Le libraire (maître de bibliothèque) supervisait la réalisation de l'ouvrage.
Le parcheminier préparait, par tannage de fines peaux de veau, la quantité exacte de feuilles nécessaires à la copie.
Le copiste, ensuite, reproduisait à la plume, lettre par lettre, le texte original (qui pouvait être un livre lui-même!). Les scriptoriums (ateliers de copistes, souvent installés dans des abbayes ou des monastères) avaient chacun leurs règles : forme des lettres, alphabets (variantes romaines, gothiques, caroline…) et surtout leurs abréviations (destinées à économiser encre, parchemin et temps d'exécution). Il en résultait parfois certaines difficultés de lecture, y compris pour les érudits. Cette habitude d'abréviations et de contractions perdura longtemps dans l'écriture manuscrite (jusqu'à la sténographie, qui en est la forme organisée).
Ensuite l'enlumineur, décorait les lettres initiales, posait filets et ornements des marges et, parfois, les illustrations de page.
Puis, enfin, le lieur (devenu depuis relieur) cousait les feuilles entre elles afin d'assembler et d'ordonner les pages.

Les premiers livres, sans couverture, étaient roulés en cylindres fermés d'une lanière : on les appelaient volumen (volumina au pluriel).
Les premiers livres de forme moderne (parallélépipédiques) apparaissent à partir du VIe siècle : ils prennent alors le nom de codex (codices).







presse à bras XVIIIe siècle
© encyclopædia britannica
first édition

La xylographie…

La plus ancienne technique d’impression est dite "tabellaire" ; elle est utilisée en Chine et remonte à plus de 3000 ans : un motif était gravé sur une tablette de bois, laquelle était enduite d'encre puis pressée sur une étoffe, reproduisant ainsi le même dessin plusieurs fois à l'identique.
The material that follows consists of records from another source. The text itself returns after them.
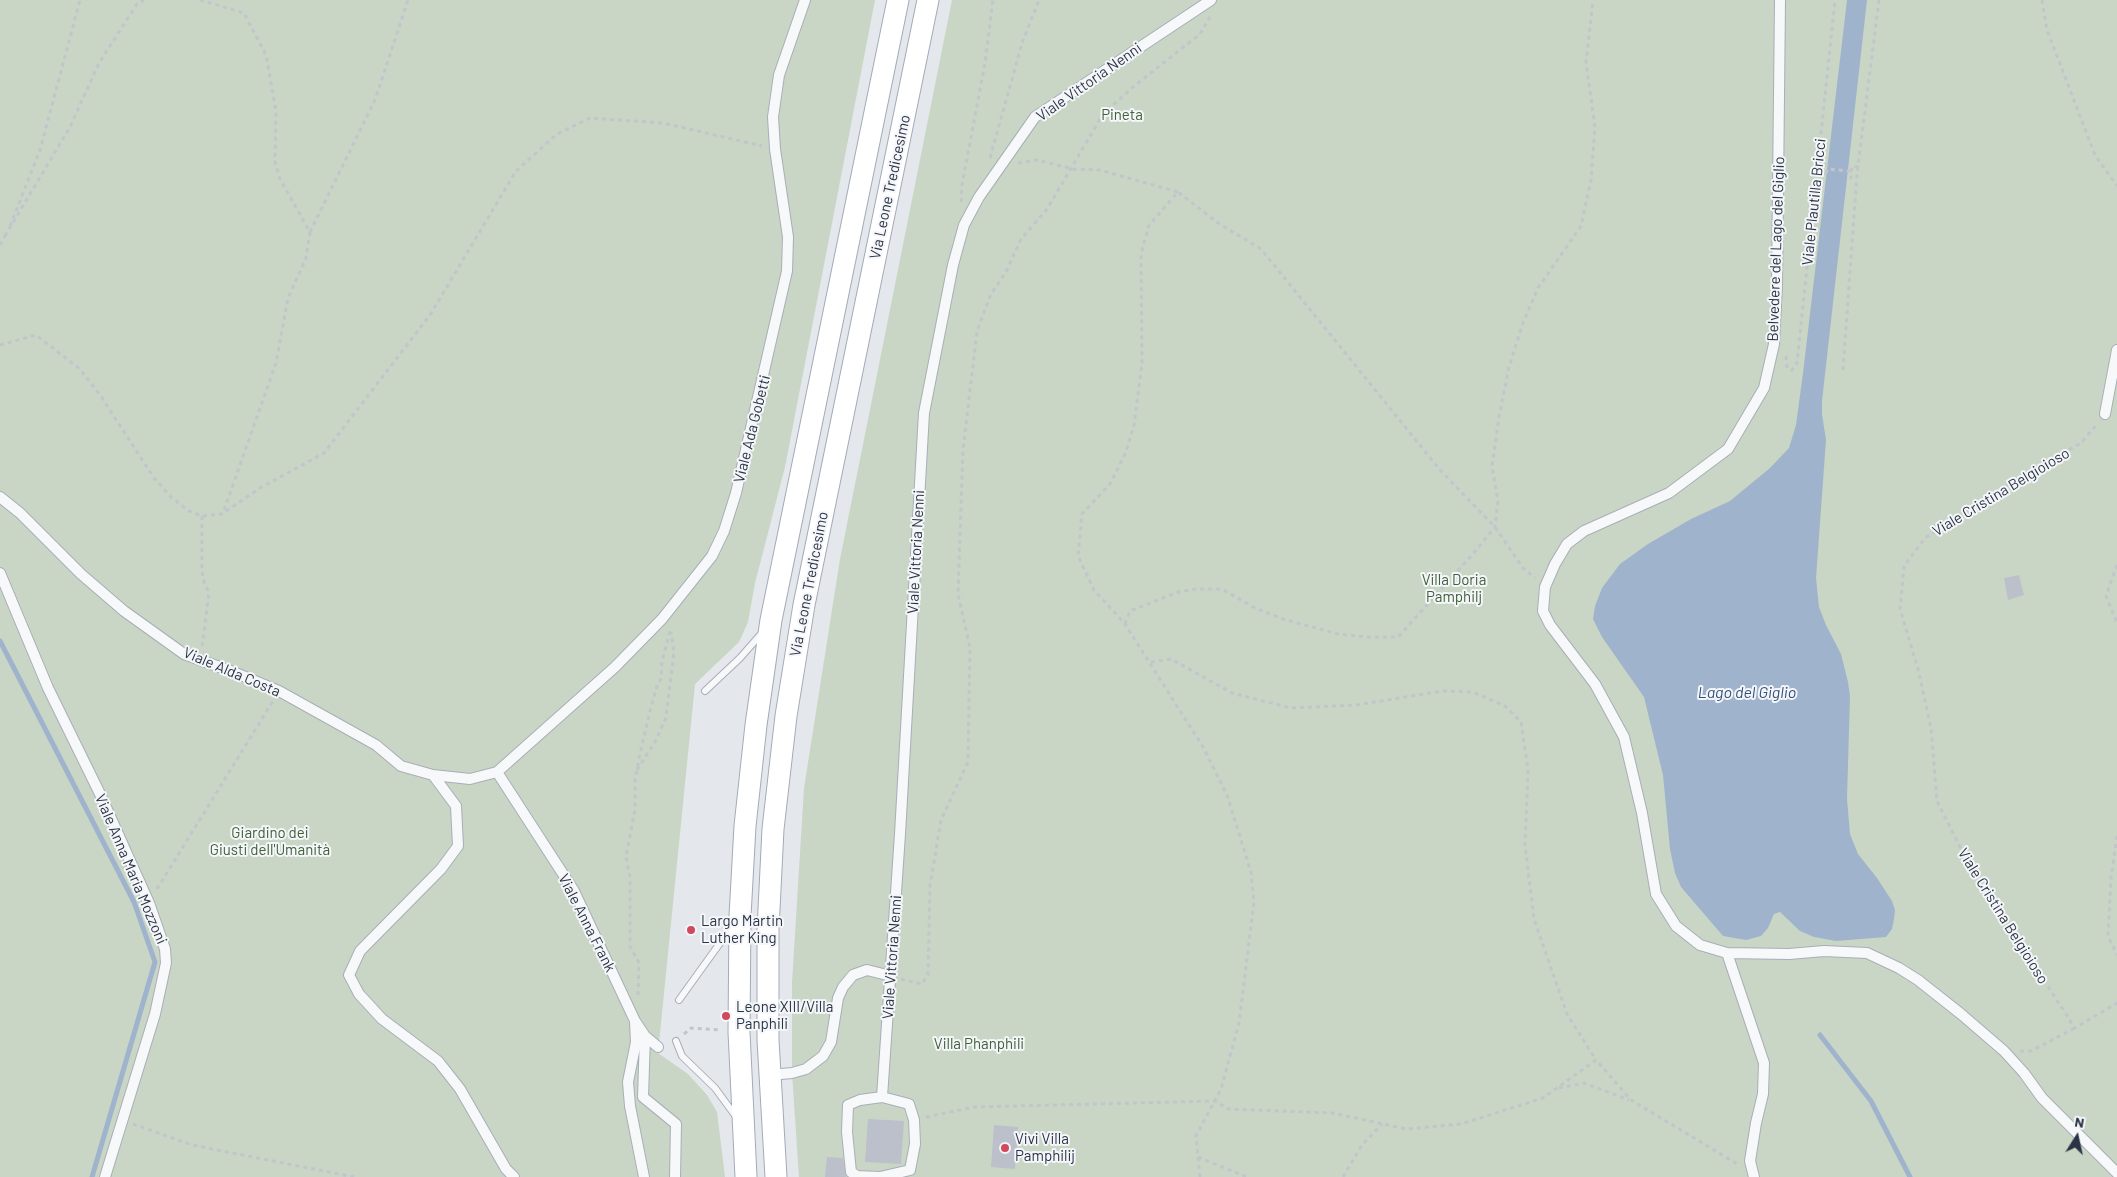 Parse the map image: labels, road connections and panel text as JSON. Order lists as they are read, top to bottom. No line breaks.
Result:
{"streets":{"main road":["Via Leone Tredicesimo"],"street":["Viale Vittoria Nenni","Belvedere del Lago del Giglio","Viale Ada Gobetti","Viale Alda Costa","Viale Anna Maria Mozzoni","Viale Anna Frank"],"path":["Viale Plautilla Bricci","Viale Cristina Belgioioso"]},"crossings":[["Viale Plautilla Bricci","Belvedere del Lago del Giglio"],["Viale Ada Gobetti","Viale Alda Costa"],["Viale Ada Gobetti","Viale Anna Frank"],["Viale Alda Costa","Viale Anna Frank"]],"water":["Lago del Giglio"],"parks":["Pineta","Villa Doria Pamphilj","Giardino dei Giusti dell'Umanità","Villa Phanphili"],"places":["Largo Martin Luther King","Leone XIII/Villa Panphili","Vivi Villa Pamphilij"],"north":"top"} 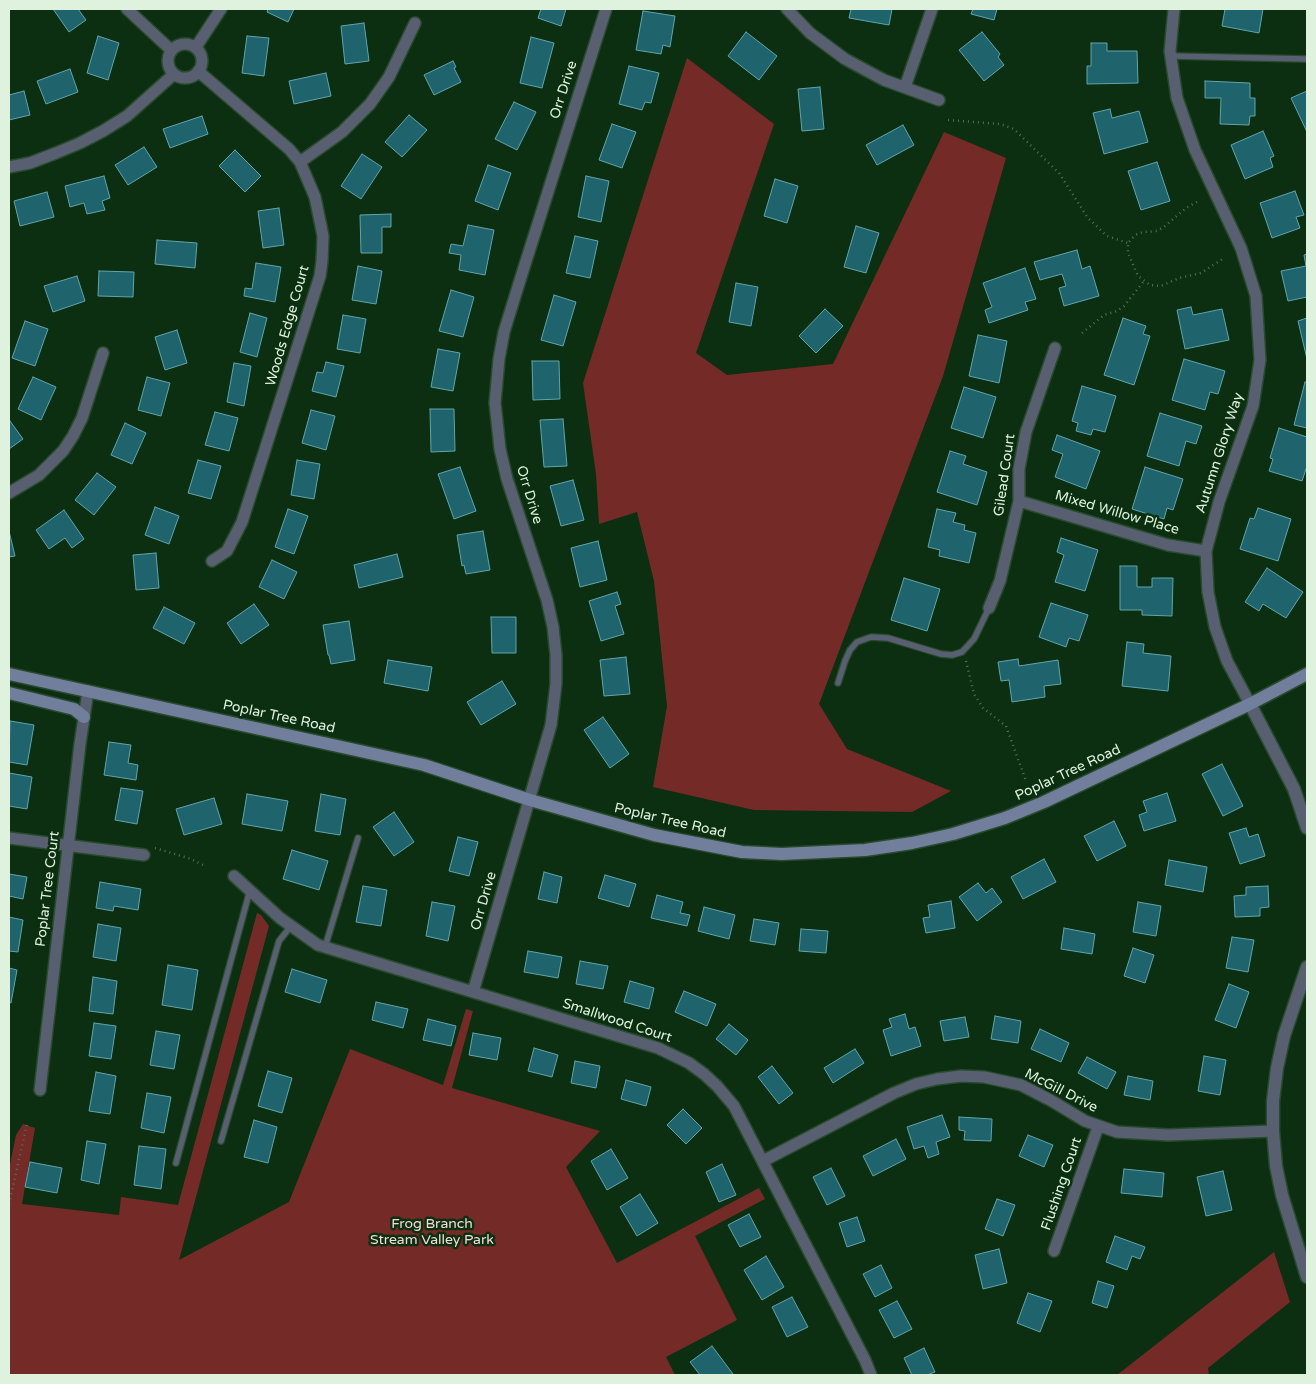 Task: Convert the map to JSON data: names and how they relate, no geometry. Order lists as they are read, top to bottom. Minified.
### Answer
{"streets":{"main road":["Poplar Tree Road"],"street":["Orr Drive","Woods Edge Court","Autumn Glory Way","Gilead Court","Mixed Willow Place","Poplar Tree Court","Smallwood Court","McGill Drive","Flushing Court"]},"crossings":[["Orr Drive","Poplar Tree Road"],["Orr Drive","Smallwood Court"],["Autumn Glory Way","Mixed Willow Place"],["Autumn Glory Way","Poplar Tree Road"],["Gilead Court","Mixed Willow Place"],["Poplar Tree Road","Poplar Tree Court"],["Smallwood Court","McGill Drive"],["McGill Drive","Flushing Court"]],"parks":["Frog Branch Stream Valley Park"]} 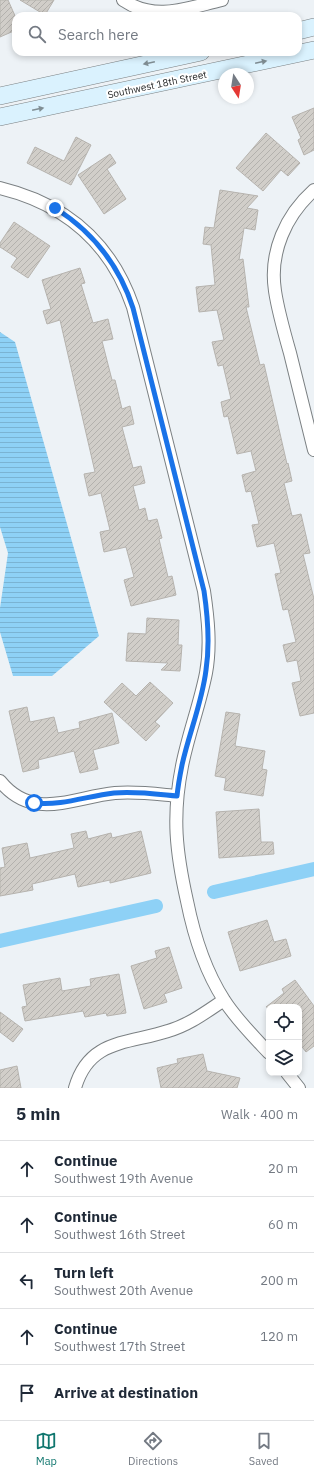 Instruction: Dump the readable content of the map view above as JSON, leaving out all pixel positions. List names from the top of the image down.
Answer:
{
  "streets": {
    "main road": ["Southwest 18th Street"]
  },
  "north": "bottom",
  "page": {
    "search": "Search here",
    "heading": ["5 min", "Walk · 400 m"],
    "list": [
      ["Continue", "Southwest 19th Avenue", "20 m"],
      ["Continue", "Southwest 16th Street", "60 m"],
      ["Turn left", "Southwest 20th Avenue", "200 m"],
      ["Continue", "Southwest 17th Street", "120 m"],
      "Arrive at destination"
    ],
    "nav": ["Map", "Directions", "Saved"]
  }
} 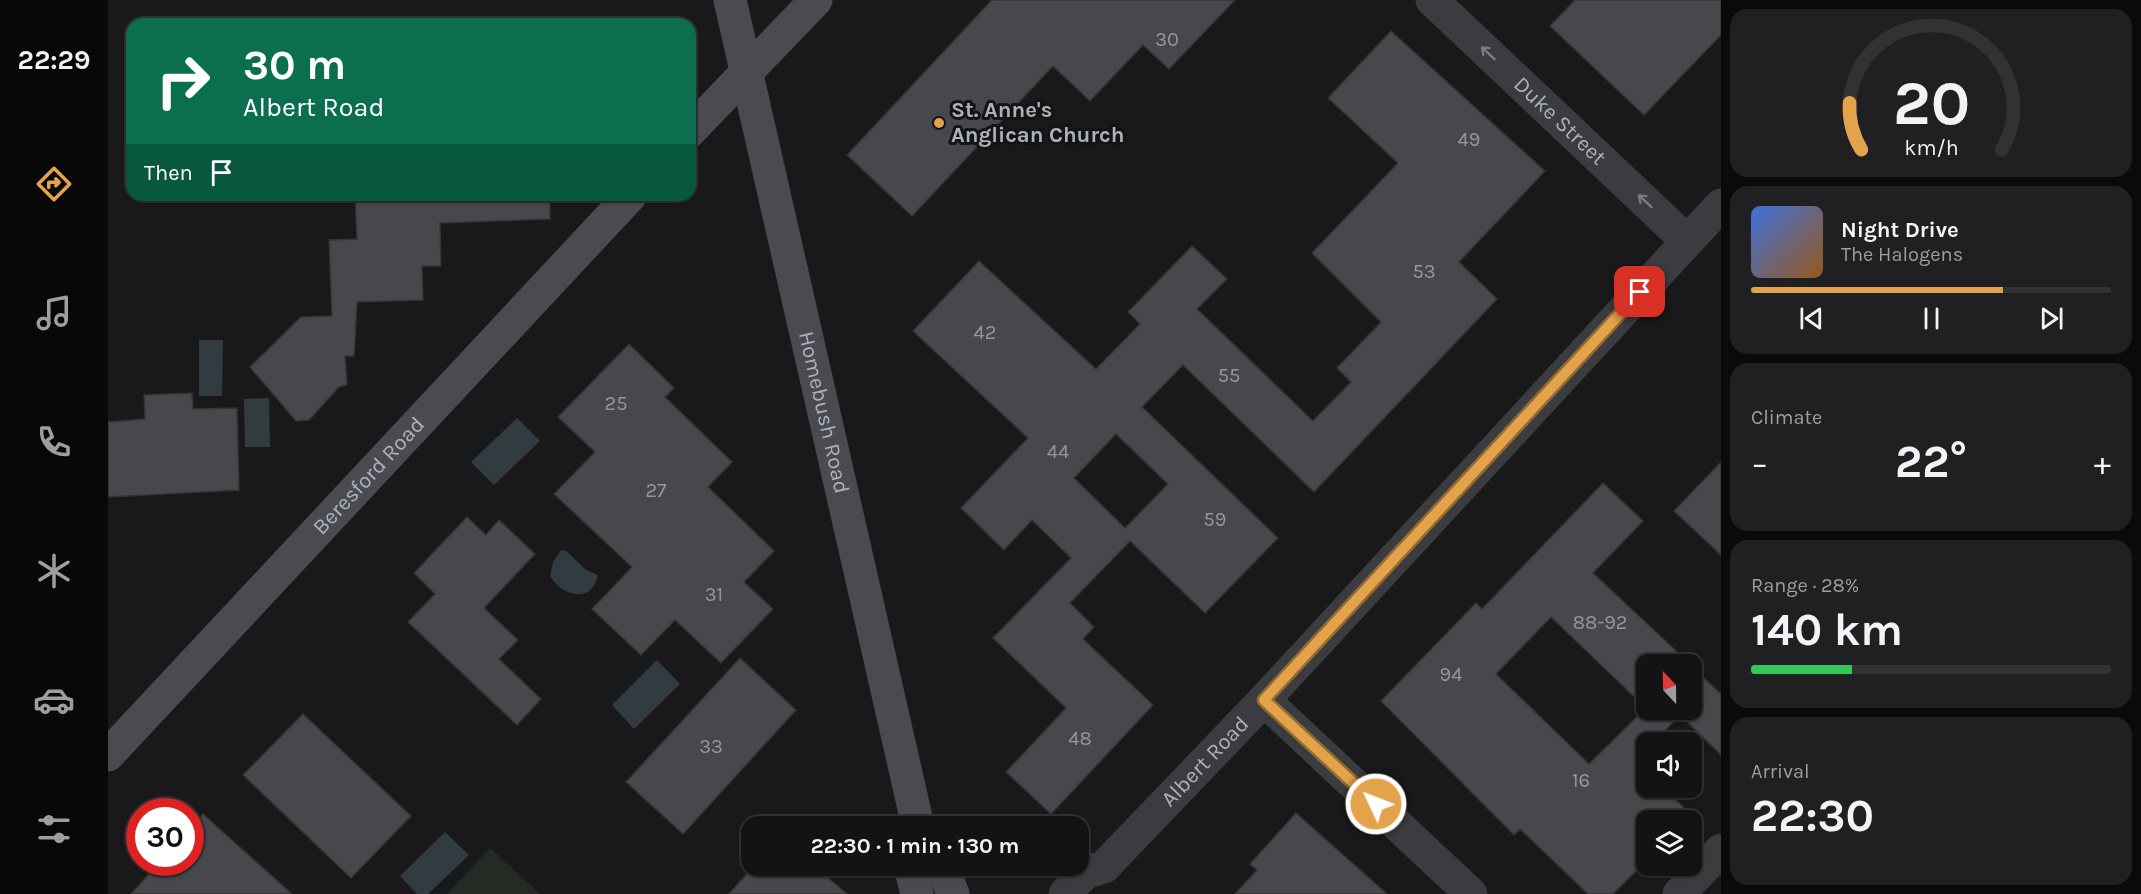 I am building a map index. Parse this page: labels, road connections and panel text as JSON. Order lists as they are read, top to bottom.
{
  "streets": {
    "main road": ["Homebush Road", "Beresford Road"],
    "street": ["Duke Street", "Albert Road"]
  },
  "crossings": [
    ["Duke Street", "Albert Road"]
  ],
  "one_way": ["Duke Street"],
  "places": ["St. Anne's Anglican Church"],
  "house_numbers": [
    "30",
    "49",
    "53",
    "42",
    "55",
    "25",
    "44",
    "27",
    "59",
    "31",
    "88-92",
    "94",
    "48",
    "33",
    "16"
  ],
  "north": "top",
  "page": {
    "tabs": "22:29",
    "turn": ["30 m", "Albert Road"],
    "then": "Then",
    "song": ["Night Drive", "The Halogens"],
    "tile": [
      "Climate",
      ["Range · 28%", "140 km"],
      ["Arrival", "22:30"]
    ],
    "heat": ["−", "22°", "+"],
    "limit": "30",
    "trip": "22:30 · 1 min · 130 m",
    "gauge": ["20", "km/h"]
  }
} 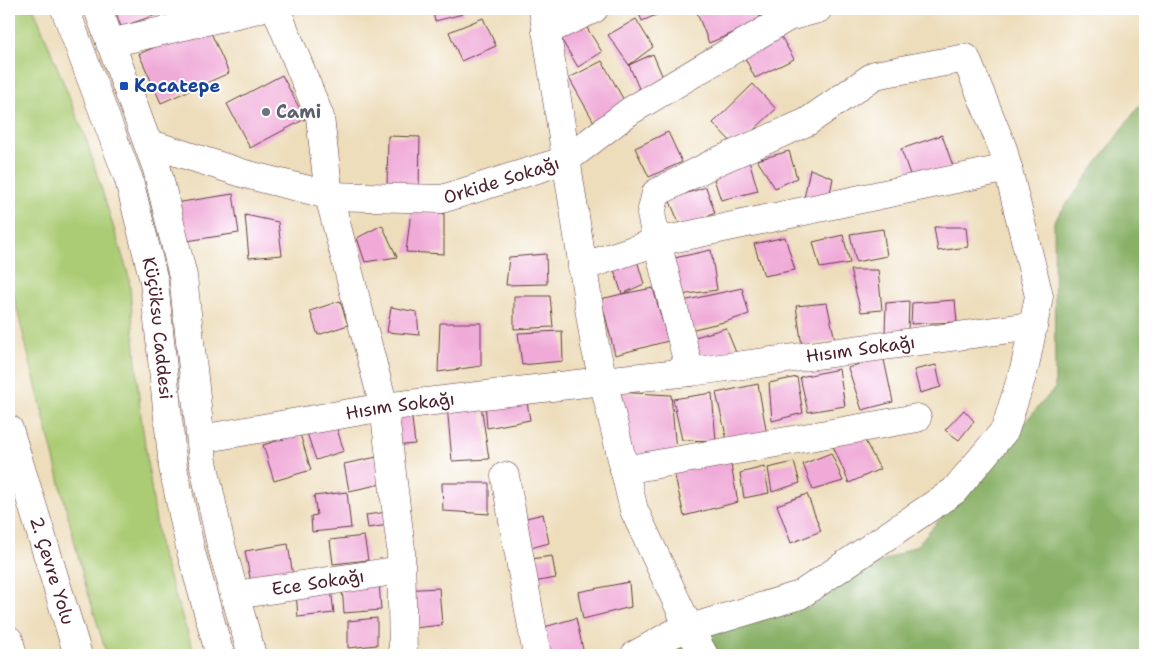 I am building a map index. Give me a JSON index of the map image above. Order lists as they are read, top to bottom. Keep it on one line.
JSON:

Ce sont les débuts de la xylographie.
La méthode xylographique remplaça la technique du pochoir en Europe à partir du XIVe siècle, notamment chez les fabricants de cartes à jouer ou d'images pieuses. Quelques livres mêlant textes courts et images furent imprimés selon ce procédé, sans grand succès cependant. On peut toutefois citer le plus célèbre d'entre eux, la Grammaire d'Aelus Donatus, précepteur de Saint-Jérôme.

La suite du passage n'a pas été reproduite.